Your instructions ::
Start at the line with "position:absolute; left:1178px; top:240px;" in the records below, stop at the line with "position:absolute; left:30px; top:1070px;", and return every line in that span exactly, the two end lines included.

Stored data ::

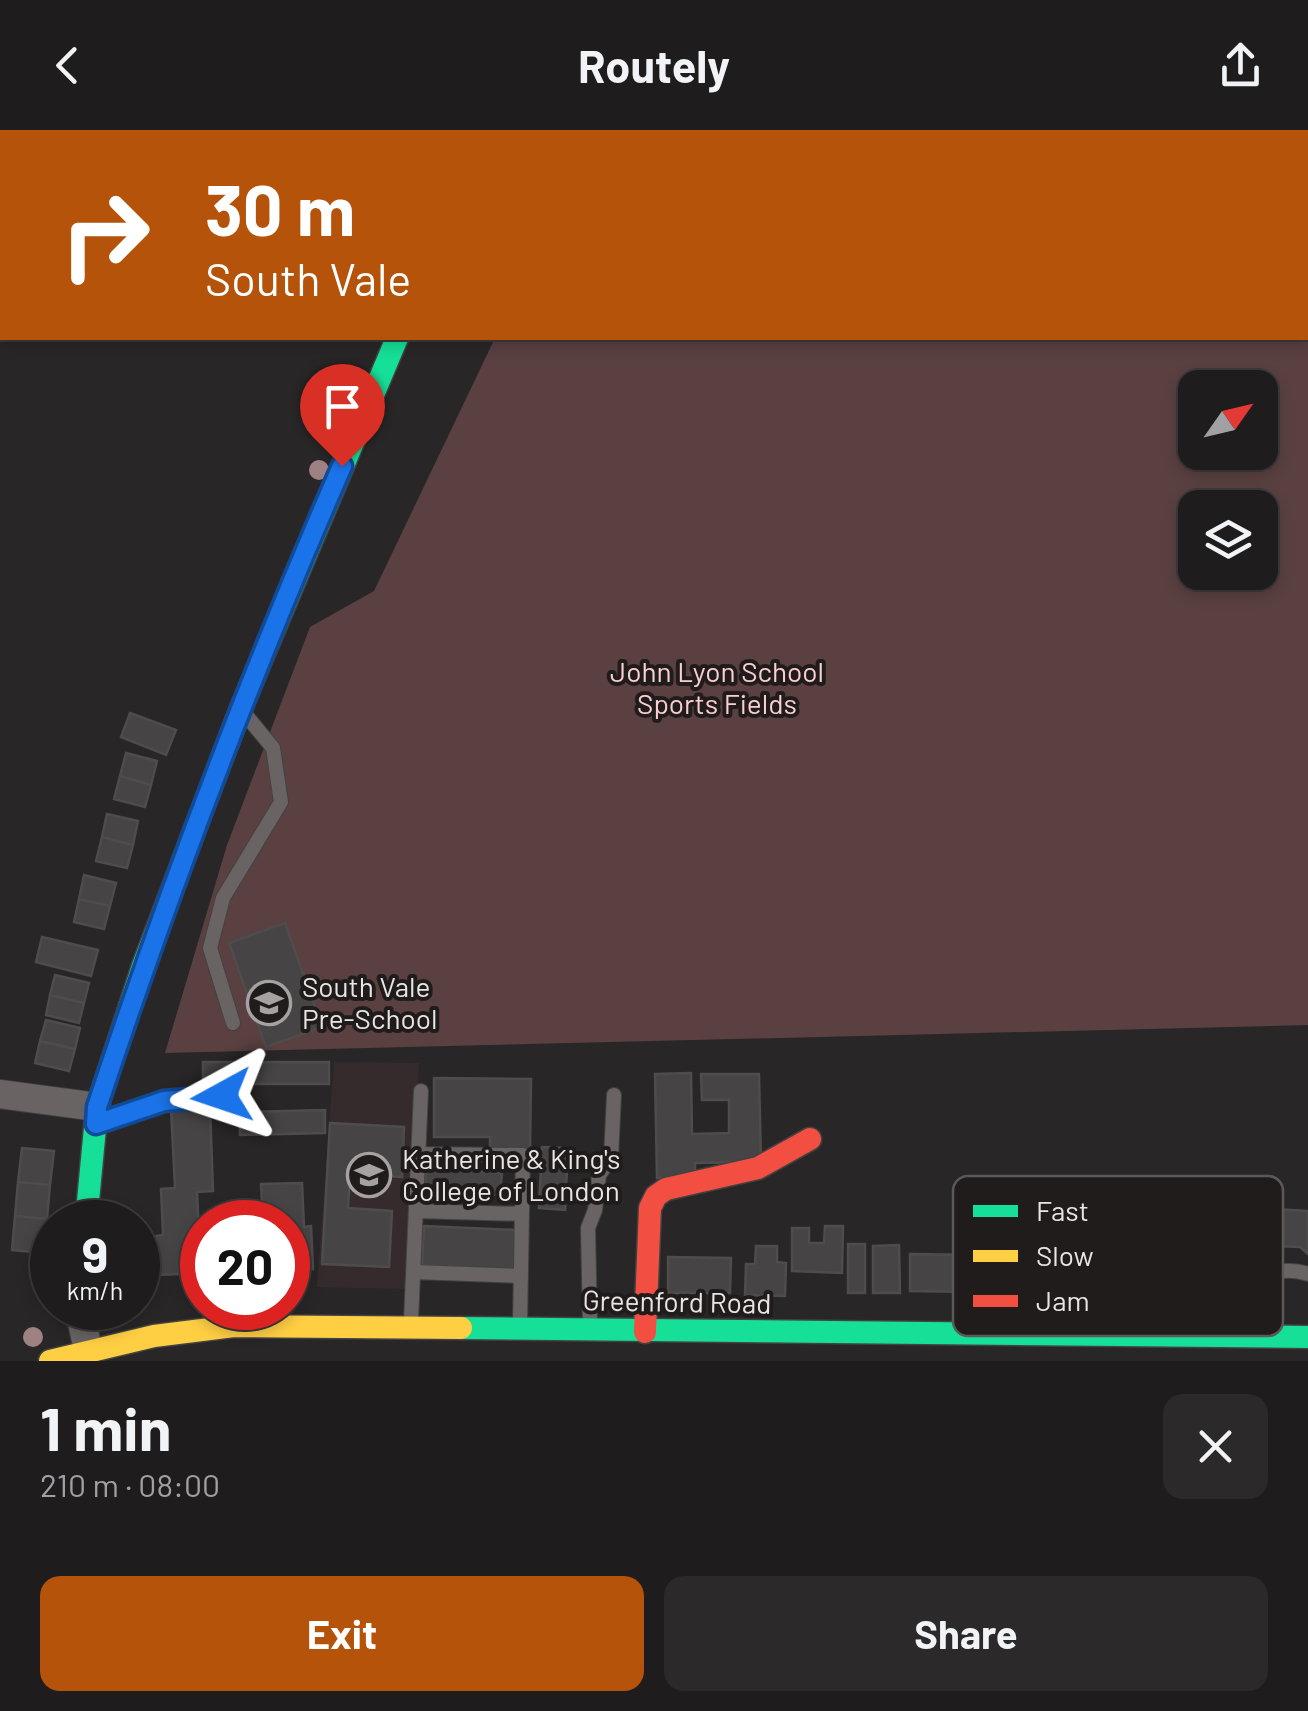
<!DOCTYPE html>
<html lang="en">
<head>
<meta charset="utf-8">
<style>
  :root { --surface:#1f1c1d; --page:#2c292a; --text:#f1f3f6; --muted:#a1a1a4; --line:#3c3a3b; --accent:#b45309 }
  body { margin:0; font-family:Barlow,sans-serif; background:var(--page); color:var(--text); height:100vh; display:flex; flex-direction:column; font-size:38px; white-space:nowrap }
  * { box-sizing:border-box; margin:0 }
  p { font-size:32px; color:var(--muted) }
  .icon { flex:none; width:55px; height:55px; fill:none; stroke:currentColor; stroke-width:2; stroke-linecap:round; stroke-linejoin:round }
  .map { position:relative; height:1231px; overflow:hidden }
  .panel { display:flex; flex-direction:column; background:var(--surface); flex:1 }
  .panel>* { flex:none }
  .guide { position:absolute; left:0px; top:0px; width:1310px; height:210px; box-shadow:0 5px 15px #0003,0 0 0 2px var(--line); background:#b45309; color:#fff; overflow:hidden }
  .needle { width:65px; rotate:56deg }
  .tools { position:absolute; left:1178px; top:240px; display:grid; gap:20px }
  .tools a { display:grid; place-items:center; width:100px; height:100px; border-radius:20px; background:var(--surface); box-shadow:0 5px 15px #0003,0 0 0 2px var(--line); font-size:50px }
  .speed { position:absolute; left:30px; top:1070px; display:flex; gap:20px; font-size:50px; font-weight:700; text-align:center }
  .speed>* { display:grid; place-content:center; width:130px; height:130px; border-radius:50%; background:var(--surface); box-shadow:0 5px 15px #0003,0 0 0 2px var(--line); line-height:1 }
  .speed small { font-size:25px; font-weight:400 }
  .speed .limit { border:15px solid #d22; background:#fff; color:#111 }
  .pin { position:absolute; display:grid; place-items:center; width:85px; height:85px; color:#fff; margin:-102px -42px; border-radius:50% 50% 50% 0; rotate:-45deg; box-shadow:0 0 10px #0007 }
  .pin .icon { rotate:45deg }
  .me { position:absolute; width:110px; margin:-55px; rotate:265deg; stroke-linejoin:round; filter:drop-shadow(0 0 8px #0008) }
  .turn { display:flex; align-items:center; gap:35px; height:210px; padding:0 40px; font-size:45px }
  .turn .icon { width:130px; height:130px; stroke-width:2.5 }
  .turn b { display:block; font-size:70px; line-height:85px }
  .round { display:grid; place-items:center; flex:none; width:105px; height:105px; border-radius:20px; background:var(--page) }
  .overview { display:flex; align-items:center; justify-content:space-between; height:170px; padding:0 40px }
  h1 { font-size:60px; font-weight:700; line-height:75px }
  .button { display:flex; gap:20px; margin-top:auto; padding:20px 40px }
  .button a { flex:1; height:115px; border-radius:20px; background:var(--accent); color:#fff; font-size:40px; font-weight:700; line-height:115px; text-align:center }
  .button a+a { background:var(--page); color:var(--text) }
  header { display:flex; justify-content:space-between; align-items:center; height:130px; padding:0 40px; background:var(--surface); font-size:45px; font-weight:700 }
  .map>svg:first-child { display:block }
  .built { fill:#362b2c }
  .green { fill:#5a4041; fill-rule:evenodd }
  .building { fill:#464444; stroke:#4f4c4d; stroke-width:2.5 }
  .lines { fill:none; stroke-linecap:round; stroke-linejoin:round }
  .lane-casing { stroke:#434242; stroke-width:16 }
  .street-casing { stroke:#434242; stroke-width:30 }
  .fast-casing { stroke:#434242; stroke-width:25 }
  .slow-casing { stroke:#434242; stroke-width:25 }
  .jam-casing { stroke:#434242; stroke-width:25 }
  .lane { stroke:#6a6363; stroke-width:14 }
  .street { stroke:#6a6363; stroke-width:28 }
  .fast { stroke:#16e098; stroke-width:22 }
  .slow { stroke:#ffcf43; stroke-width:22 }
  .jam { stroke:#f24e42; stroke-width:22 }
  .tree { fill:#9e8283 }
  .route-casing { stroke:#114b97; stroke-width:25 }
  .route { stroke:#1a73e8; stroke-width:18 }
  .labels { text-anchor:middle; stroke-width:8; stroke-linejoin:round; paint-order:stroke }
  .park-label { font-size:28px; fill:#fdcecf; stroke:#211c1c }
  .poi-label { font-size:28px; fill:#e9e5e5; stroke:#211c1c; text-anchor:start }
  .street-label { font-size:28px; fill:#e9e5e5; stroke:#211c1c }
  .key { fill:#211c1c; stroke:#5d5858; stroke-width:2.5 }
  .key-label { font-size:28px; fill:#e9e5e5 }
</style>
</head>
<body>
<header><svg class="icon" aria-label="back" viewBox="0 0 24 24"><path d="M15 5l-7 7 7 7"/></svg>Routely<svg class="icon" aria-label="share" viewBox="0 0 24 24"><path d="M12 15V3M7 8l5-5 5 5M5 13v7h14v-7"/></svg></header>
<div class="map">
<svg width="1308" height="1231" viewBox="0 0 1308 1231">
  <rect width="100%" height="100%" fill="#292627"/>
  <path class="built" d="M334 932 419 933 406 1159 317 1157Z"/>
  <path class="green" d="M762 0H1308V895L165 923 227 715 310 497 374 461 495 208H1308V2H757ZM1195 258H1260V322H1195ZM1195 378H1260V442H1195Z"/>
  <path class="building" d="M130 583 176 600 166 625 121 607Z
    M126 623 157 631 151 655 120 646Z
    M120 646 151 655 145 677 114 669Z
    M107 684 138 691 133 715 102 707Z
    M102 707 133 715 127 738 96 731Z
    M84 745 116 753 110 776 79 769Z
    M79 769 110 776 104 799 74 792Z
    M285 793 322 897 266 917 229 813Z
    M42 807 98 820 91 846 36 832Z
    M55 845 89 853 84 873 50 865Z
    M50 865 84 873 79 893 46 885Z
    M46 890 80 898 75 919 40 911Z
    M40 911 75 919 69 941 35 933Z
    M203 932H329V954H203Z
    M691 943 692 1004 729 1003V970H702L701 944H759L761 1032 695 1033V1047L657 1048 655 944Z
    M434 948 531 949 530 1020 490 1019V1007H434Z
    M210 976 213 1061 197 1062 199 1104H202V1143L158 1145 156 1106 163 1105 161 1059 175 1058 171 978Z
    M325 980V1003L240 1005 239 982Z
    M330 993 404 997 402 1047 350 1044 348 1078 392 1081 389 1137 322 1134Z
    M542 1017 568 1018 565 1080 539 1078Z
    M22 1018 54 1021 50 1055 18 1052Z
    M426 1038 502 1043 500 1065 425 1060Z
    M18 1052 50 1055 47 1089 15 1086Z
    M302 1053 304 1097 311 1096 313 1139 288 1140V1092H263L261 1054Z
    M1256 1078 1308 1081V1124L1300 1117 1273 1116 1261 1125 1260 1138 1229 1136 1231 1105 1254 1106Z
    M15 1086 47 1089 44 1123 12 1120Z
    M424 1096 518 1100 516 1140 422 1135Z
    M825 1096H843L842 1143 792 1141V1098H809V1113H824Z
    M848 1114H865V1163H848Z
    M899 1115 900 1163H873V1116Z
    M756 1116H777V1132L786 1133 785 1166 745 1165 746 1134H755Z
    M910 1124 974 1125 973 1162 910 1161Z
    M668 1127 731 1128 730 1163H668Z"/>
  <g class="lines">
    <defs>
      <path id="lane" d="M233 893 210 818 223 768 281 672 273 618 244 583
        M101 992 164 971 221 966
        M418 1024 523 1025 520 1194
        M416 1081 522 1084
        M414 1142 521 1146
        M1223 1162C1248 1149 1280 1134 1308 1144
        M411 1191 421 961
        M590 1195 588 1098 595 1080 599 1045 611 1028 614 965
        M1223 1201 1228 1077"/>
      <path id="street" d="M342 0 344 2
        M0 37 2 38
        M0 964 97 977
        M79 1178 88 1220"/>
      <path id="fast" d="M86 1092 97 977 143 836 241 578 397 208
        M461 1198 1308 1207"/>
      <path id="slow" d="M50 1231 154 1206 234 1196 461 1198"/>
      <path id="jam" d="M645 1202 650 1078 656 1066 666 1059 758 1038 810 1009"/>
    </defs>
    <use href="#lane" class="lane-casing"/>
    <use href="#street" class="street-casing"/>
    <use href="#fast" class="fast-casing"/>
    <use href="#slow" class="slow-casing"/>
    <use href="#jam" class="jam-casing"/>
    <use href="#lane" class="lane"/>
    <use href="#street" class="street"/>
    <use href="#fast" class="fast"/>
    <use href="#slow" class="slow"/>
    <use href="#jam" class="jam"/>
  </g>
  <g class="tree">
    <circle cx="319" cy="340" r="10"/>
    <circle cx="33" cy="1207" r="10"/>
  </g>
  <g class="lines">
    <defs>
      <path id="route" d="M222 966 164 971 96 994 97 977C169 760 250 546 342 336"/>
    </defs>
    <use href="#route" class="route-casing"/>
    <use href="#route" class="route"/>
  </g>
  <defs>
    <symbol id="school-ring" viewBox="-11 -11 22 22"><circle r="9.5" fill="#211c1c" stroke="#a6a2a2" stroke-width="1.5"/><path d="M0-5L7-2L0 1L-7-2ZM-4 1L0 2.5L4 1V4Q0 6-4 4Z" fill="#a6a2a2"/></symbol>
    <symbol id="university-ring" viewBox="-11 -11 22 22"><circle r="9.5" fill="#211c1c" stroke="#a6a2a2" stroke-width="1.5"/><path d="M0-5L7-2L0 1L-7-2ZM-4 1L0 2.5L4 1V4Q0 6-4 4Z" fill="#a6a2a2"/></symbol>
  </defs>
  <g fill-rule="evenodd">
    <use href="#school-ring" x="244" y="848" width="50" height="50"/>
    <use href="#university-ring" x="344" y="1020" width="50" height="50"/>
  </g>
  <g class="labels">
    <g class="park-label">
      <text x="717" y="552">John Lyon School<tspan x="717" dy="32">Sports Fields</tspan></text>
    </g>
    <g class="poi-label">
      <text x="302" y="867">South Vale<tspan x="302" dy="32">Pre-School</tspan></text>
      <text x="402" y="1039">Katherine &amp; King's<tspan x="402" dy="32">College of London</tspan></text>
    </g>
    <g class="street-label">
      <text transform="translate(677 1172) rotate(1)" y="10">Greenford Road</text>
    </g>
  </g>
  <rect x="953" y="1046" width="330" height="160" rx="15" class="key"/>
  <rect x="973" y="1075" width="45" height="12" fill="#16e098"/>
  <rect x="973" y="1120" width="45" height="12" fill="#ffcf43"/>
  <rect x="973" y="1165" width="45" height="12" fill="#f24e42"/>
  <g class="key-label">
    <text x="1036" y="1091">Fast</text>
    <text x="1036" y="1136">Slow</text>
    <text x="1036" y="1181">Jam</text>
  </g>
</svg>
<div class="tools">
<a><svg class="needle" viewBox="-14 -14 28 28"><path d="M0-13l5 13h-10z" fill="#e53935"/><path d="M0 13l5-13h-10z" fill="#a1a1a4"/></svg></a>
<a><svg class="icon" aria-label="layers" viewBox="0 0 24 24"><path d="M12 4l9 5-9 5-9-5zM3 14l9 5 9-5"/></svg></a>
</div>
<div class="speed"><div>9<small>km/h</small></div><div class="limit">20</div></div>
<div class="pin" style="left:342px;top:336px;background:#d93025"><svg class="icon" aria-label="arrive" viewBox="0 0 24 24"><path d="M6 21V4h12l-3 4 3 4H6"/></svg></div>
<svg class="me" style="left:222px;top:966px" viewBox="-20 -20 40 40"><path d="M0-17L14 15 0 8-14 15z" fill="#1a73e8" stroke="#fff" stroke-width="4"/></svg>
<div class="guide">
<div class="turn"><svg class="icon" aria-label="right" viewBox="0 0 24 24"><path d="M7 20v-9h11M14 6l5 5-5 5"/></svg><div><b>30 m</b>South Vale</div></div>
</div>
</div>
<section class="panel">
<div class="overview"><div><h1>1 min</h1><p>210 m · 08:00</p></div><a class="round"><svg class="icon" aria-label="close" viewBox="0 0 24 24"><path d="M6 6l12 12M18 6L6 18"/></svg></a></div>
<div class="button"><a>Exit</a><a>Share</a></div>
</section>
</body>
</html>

The answer ::
  .tools { position:absolute; left:1178px; top:240px; display:grid; gap:20px }
  .tools a { display:grid; place-items:center; width:100px; height:100px; border-radius:20px; background:var(--surface); box-shadow:0 5px 15px #0003,0 0 0 2px var(--line); font-size:50px }
  .speed { position:absolute; left:30px; top:1070px; display:flex; gap:20px; font-size:50px; font-weight:700; text-align:center }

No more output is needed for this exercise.